Target Creation Policy
Related Parameters
Target Candidacy
minDetectorConfidence
minIouDiff4NewTarget
Late Activation
probationAge
earlyTerminationAge
If an object detected by a detector meets the minimum qualifications (i.e., target candidacy) specified by the following, a new tracker is instantiated for the object:
minDetectorConfidence
minIouDiff4NewTarget
If spurious false detections are observed with lower detector confidence values, one can increase the minimum detector confidence (i.e., minDetectorConfidence
) to filter them out. If the maxmimum IOU score of a newly detected object to any of the existing targets is lower than minIouDiff4NewTarget
, a new target tracker would be created to track the object. Thus, if one wishes to further suppress the creation of duplicate bboxes on the same target that may have a bit different bbox sizes, minIouDiff4NewTarget
can be set lower.
Once a tracker is instantiated for a new object, it initially starts tracking the object in a temporary mode (i.e., Tentative mode) until further criteria are met during a period specified by probationAge
in terms of the number of frames. During this probationary period, whenever the tracker bbox is not matched with detector bbox or the tracker confidence gets lower than minTrackerConfidence
, the shadow tracking age (which is an internal variable) is incremented. If the shadow tracking age reaches a predefined threshold (i.e., earlyTerminationAge
), then the tracker will be terminated prematurely, effectively eliminating the false positives.
If a higher rate of false detections is expected, then one may consider to increase the probationAge
and/or decrease earlyTerminationAge
for stricter creation policy. If the expected detector confidence for the false detections is low while that of the true positives is high, one can set minDetectorConfidence
accordingly to filter out false detections.
Target Termination Policy
Related Parameters
Shadow Tracking
minTrackerConfidence
maxShadowTrackingAge
In addition to the aforementioned early termination policy during the probationary period, there are certain criteria to be met when a tracker is terminated. Once a tracker starts tracking in Active mode, its status changes to Inactive mode if:
The tracker confidence is lower than
minTrackerConfidence
orIt is not matched with a detector bbox during data association.

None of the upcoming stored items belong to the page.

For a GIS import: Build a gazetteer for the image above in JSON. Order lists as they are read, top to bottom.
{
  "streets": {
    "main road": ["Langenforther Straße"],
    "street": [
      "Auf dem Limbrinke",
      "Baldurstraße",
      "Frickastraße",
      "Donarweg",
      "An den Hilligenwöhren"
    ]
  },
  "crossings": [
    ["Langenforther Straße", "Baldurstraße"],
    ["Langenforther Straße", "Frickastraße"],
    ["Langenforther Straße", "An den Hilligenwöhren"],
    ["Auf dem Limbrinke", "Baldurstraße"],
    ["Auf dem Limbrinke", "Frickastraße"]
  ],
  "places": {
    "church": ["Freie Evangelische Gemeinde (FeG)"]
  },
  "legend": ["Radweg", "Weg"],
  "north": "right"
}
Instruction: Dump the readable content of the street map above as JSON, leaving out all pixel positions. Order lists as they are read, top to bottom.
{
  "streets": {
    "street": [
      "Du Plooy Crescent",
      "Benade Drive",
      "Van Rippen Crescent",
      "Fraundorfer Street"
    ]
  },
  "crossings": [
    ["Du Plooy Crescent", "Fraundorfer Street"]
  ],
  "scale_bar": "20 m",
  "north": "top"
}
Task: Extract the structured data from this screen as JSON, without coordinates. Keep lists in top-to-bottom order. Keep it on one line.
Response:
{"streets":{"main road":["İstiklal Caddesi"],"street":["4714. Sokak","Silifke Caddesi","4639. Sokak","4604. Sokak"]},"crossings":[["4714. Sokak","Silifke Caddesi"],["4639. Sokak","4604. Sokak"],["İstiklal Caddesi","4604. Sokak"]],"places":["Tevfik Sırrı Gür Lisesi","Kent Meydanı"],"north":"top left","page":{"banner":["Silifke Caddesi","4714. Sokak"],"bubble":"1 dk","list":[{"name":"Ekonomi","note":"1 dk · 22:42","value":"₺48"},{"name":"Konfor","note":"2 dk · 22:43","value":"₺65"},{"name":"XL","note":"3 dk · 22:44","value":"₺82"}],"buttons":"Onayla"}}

The shadow tracking age is incremented every frame when a target is not associated with a detector object. If the tracker gets matched again with a detector bbox, then the shadow tracking age is reset to zero, and the tracker’s mode changes to Active mode again if it was in Inactive mode (meaning that the tracker outputs will be reported to the downstream). However, if the shadow tracking age exceeds a predefined threshold (i.e., maxShadowTrackingAge
), the tracker will be terminated.
For more robust tracking, one may increase the value for maxShadowTrackingAge
because it will allow an object to be re-associated even after missed detections over multiple consecutive frames. However, in case that the visual appearance of the object undergoes a significant change during the missed detections (e.g., prolonged occlusions), the learned correlation filter may not yield a high correlation response when the object reappears. In addition, increasing maxShadowTrackingAge
would allow a tracker to live longer (i.e., more delayed termination), resulting in an increased number of trackers present at the memory at a given time, which would in turn increase the computational load.
State Estimation
An object tracker in NvMultiObjectTracker
library maintains a set of states for a target like below:
Target location (in 2D camera coordinates)
Location
Location velocity
Target Bbox
Size
Size velocity
Kalman Filter
Related Parameters
processNoiseVar4Loc
processNoiseVar4Size
processNoiseVar4Vel
measurementNoiseVar4Detector
measurementNoiseVar4Tracker
The Kalman Filter (KF) implementation in NvMultiObjectTracker
library mostly follows a standard 2D KF approach where the user needs to define the process noise and measurement noise based on the expected uncertainty level. If the object has relatively simple and linear motion, one may set the process noise lower than the measurement noise, effectively putting more trust on the prediction. If the object is expected to have more dynamic motions or abrupt changes of states, it would be more advised to set the measurement noise lower; otherwise, there could be some lagging if the prediction is not correct.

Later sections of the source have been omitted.